La défense du banquier Daniel Vorcaro, arrêté la semaine dernière alors qu'il tentait de fuir à Abu Dhabi, a nié l'existence d'une fraude de 12,2 milliards de R$ impliquant Banco Master. Les avocats affirment que la banque a agi de bonne foi, en remplaçant des portefeuilles de crédits problématiques vendus à BRB et en enregistrant les opérations auprès de B3. La Police fédérale et la Banque centrale, cependant, pointent des preuves de prêts sur salaire falsifiés, entraînant la liquidation extrajudiciaire de l'institution.
Daniel Vorcaro, propriétaire de Banco Master, a été arrêté par la Police fédérale le 17 novembre 2025 à l'aéroport de Guarulhos alors qu'il tentait d'embarquer dans un jet privé à destination d'Abou Dabi.

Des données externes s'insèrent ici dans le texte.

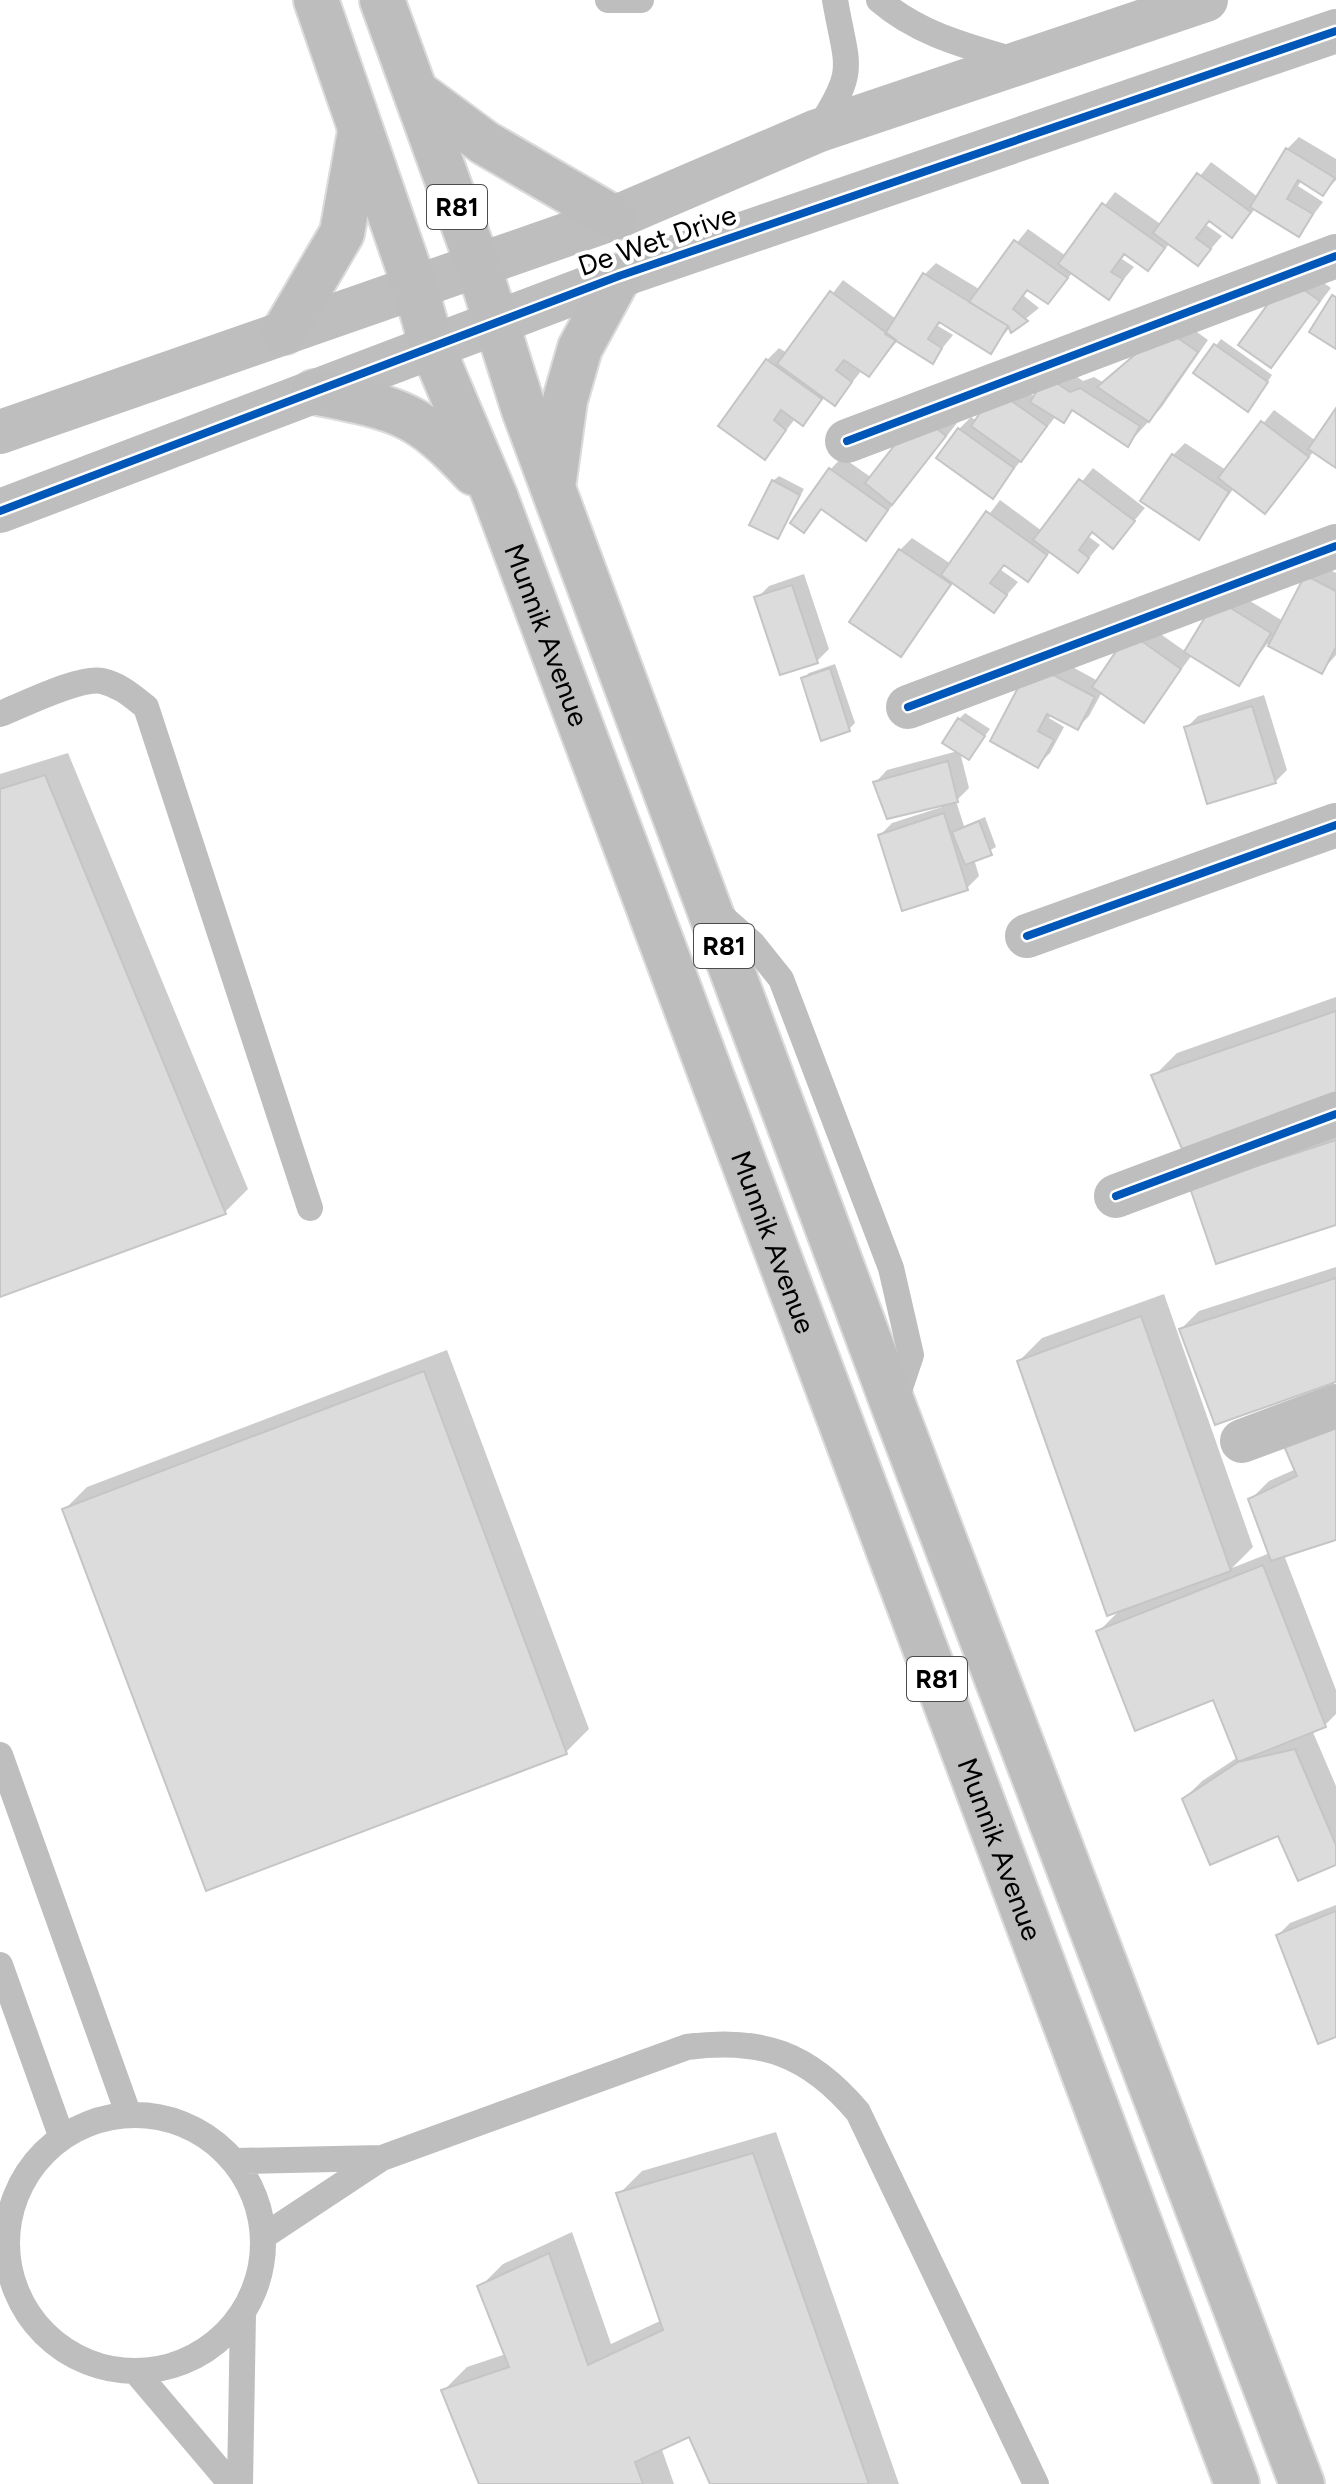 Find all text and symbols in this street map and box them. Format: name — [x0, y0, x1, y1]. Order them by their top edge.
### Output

Quelques heures plus tôt, la banque avait annoncé sa vente au groupe Fictor, un consortium d'investisseurs des Émirats arabes unis gérant plus de 100 milliards de dollars d'actifs, que la PF soupçonne d'avoir été un écran de fumée pour faciliter sa fuite.
Le lendemain, le 18 novembre, l'opération Compliance Zero a conduit à des saisies d'actifs et à la liquidation extrajudiciaire de la banque par la Banque centrale. Les enquêteurs de la BC, du Parquet fédéral public et de la PF affirment que Master a vendu à BRB des portefeuilles de prêts sur salaire falsifiés d'une valeur de 12,2 milliards de R$, soit plus de 20 % des opérations de crédit de BRB. Ces portefeuilles proviendraient prétendument de tiers comme Tirreno Consultoria, présentant des signes d'insubstantialité.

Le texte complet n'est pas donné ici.